(Saved data entries)
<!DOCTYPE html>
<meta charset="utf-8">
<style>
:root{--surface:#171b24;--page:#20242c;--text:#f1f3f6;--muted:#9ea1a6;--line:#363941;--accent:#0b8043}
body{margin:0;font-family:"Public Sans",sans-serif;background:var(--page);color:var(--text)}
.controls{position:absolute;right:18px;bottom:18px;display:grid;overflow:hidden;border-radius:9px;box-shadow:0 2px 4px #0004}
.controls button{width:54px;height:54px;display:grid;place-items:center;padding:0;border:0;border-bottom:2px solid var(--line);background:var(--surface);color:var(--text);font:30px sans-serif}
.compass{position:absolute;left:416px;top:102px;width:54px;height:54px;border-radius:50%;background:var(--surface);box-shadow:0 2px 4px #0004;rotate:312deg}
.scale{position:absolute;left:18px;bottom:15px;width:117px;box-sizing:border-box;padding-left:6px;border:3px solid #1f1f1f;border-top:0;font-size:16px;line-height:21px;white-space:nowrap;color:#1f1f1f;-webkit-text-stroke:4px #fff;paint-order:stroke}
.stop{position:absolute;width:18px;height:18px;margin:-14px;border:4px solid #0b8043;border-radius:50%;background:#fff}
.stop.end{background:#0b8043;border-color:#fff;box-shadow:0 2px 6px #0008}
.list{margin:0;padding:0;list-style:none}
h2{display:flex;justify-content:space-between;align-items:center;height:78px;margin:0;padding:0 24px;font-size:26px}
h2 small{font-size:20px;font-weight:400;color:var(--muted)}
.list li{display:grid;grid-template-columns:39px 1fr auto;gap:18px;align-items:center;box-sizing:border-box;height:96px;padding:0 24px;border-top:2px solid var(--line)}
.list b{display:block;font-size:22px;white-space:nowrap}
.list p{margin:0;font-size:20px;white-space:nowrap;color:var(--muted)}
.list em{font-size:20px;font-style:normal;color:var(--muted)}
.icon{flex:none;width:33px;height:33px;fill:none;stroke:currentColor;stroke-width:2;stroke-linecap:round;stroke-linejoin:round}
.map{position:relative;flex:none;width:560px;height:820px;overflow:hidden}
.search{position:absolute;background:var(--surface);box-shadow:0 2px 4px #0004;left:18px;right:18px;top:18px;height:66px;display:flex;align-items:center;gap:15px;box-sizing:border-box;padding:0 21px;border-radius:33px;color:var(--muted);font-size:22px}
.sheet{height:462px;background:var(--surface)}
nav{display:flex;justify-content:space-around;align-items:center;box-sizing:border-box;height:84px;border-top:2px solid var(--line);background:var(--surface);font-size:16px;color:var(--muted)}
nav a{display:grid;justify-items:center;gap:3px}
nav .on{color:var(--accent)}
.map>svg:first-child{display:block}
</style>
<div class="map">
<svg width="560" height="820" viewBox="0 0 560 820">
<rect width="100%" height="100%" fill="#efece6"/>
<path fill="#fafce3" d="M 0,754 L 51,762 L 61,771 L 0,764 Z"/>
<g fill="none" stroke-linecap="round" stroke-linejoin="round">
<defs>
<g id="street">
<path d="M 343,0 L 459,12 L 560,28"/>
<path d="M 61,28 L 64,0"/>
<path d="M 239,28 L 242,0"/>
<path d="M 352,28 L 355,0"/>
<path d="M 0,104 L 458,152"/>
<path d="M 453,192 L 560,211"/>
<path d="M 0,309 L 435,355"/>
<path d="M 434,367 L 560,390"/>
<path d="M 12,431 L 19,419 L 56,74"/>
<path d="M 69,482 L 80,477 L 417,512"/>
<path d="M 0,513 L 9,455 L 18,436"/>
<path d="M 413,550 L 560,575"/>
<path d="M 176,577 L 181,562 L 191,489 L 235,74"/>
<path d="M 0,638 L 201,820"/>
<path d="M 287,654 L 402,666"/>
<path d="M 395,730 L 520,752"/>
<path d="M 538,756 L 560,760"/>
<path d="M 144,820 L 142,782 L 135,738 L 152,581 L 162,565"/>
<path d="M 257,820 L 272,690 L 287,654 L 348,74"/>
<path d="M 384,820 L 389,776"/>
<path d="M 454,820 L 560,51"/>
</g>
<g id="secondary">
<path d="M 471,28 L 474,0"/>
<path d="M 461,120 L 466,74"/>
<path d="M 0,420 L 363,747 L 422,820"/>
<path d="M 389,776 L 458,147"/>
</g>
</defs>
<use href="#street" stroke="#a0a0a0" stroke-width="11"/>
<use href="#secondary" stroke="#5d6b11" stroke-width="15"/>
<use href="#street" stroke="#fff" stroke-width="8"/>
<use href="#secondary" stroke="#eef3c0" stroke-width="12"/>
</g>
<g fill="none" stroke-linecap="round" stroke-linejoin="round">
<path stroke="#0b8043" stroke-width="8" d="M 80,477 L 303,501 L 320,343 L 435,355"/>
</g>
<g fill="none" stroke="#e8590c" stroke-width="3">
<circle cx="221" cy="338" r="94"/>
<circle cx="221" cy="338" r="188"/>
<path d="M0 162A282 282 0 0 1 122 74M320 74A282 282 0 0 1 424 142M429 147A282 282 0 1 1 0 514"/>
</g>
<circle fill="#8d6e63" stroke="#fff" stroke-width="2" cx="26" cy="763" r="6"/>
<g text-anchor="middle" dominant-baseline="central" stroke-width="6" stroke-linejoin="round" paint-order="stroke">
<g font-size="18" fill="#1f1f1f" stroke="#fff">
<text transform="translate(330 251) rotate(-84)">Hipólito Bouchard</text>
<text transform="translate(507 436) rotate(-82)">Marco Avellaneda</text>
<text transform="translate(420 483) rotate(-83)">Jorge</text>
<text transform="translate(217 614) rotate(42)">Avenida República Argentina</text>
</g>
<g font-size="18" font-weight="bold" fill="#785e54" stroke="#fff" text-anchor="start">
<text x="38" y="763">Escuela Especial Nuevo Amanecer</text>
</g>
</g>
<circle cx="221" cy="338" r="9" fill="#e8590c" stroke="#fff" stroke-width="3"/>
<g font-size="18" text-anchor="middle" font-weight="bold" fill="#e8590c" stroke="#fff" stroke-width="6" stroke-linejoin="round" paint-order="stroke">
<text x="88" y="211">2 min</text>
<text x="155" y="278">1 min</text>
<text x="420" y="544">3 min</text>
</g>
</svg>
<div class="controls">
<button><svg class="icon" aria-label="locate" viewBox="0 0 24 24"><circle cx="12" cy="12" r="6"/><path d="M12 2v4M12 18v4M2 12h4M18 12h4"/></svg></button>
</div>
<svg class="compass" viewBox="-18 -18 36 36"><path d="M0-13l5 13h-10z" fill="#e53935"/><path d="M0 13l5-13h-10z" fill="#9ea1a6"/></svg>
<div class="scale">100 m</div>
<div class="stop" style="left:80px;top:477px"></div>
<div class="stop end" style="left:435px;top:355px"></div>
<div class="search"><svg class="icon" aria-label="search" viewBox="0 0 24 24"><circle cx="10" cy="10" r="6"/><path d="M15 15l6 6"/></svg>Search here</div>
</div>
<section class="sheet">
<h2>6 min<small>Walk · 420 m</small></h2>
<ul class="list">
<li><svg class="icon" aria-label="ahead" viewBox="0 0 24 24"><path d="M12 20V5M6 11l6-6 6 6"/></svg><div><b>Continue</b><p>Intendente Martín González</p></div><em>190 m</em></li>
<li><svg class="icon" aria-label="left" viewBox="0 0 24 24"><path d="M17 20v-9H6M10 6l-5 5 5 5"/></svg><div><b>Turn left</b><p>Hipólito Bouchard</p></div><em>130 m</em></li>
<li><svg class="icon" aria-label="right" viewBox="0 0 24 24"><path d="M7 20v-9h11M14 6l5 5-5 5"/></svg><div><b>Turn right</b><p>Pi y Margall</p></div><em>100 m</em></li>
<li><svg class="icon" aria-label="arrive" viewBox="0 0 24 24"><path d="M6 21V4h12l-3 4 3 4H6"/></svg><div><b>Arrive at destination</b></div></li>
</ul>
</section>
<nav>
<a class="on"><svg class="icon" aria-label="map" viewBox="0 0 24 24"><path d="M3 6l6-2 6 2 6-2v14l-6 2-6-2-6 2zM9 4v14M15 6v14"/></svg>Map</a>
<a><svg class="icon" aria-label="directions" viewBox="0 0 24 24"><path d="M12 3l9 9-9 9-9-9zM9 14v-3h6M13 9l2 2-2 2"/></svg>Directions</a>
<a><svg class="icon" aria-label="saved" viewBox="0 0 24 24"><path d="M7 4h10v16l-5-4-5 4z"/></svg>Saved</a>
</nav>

**Problem requirements**
Only the lines of the data holding the string "scale" are wanted; copy each of them.

**Solution to this task**
.scale{position:absolute;left:18px;bottom:15px;width:117px;box-sizing:border-box;padding-left:6px;border:3px solid #1f1f1f;border-top:0;font-size:16px;line-height:21px;white-space:nowrap;color:#1f1f1f;-webkit-text-stroke:4px #fff;paint-order:stroke}
<div class="scale">100 m</div>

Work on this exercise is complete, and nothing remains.